- **Problem details**
Please reproduce the listing word for word. Pictures stay out.

- **Data extracts**
* * * * *
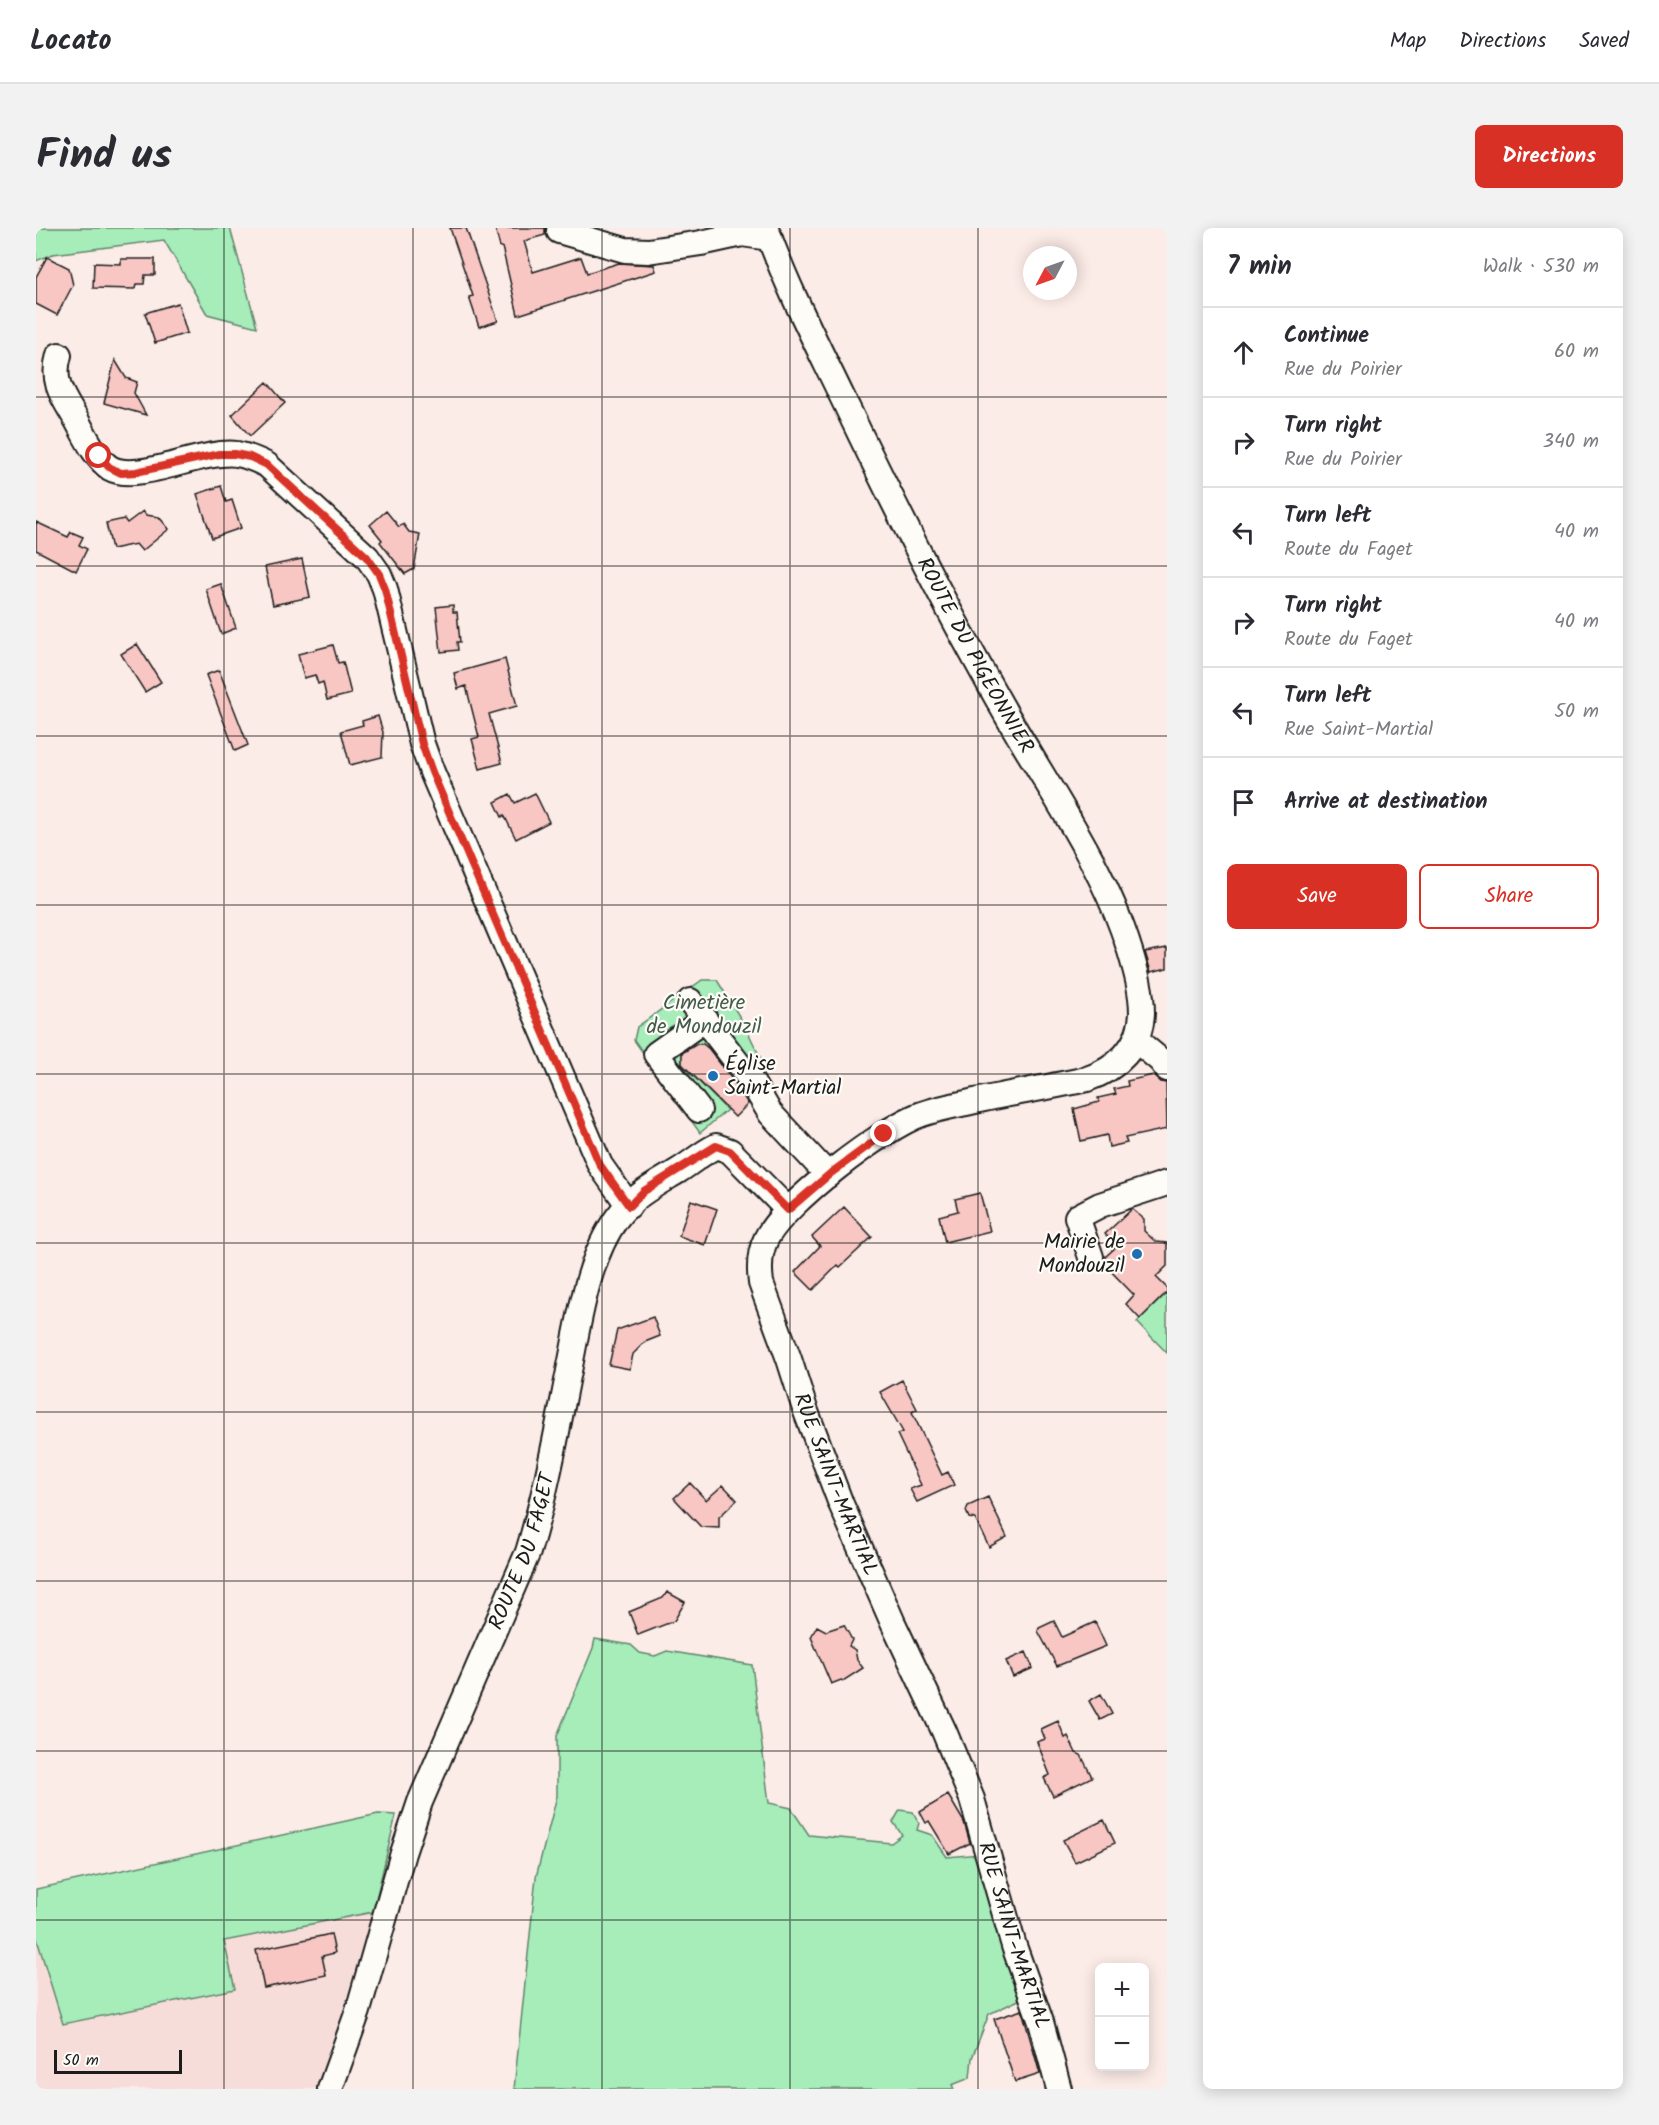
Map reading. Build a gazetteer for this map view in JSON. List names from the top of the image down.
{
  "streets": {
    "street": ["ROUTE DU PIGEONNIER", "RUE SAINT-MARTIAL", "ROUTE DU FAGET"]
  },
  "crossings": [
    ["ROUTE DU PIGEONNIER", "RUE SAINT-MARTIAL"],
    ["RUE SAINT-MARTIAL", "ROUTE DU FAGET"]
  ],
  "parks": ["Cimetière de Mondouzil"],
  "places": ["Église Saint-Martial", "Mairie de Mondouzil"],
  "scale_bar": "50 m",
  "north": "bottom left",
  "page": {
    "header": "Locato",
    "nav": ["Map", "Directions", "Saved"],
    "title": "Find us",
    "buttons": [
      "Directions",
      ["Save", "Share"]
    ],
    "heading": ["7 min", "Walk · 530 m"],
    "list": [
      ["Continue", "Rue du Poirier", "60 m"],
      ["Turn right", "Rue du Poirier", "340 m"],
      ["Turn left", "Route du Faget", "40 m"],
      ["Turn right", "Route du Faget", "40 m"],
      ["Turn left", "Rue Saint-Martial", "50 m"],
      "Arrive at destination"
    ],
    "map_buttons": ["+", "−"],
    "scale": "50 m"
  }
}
* * * * *
- **Response**
Map reading. Build a gazetteer for this map view in JSON. List names from the top of the image down.
{
  "streets": {
    "street": ["ROUTE DU PIGEONNIER", "RUE SAINT-MARTIAL", "ROUTE DU FAGET"]
  },
  "crossings": [
    ["ROUTE DU PIGEONNIER", "RUE SAINT-MARTIAL"],
    ["RUE SAINT-MARTIAL", "ROUTE DU FAGET"]
  ],
  "parks": ["Cimetière de Mondouzil"],
  "places": ["Église Saint-Martial", "Mairie de Mondouzil"],
  "scale_bar": "50 m",
  "north": "bottom left",
  "page": {
    "header": "Locato",
    "nav": ["Map", "Directions", "Saved"],
    "title": "Find us",
    "buttons": [
      "Directions",
      ["Save", "Share"]
    ],
    "heading": ["7 min", "Walk · 530 m"],
    "list": [
      ["Continue", "Rue du Poirier", "60 m"],
      ["Turn right", "Rue du Poirier", "340 m"],
      ["Turn left", "Route du Faget", "40 m"],
      ["Turn right", "Route du Faget", "40 m"],
      ["Turn left", "Rue Saint-Martial", "50 m"],
      "Arrive at destination"
    ],
    "map_buttons": ["+", "−"],
    "scale": "50 m"
  }
}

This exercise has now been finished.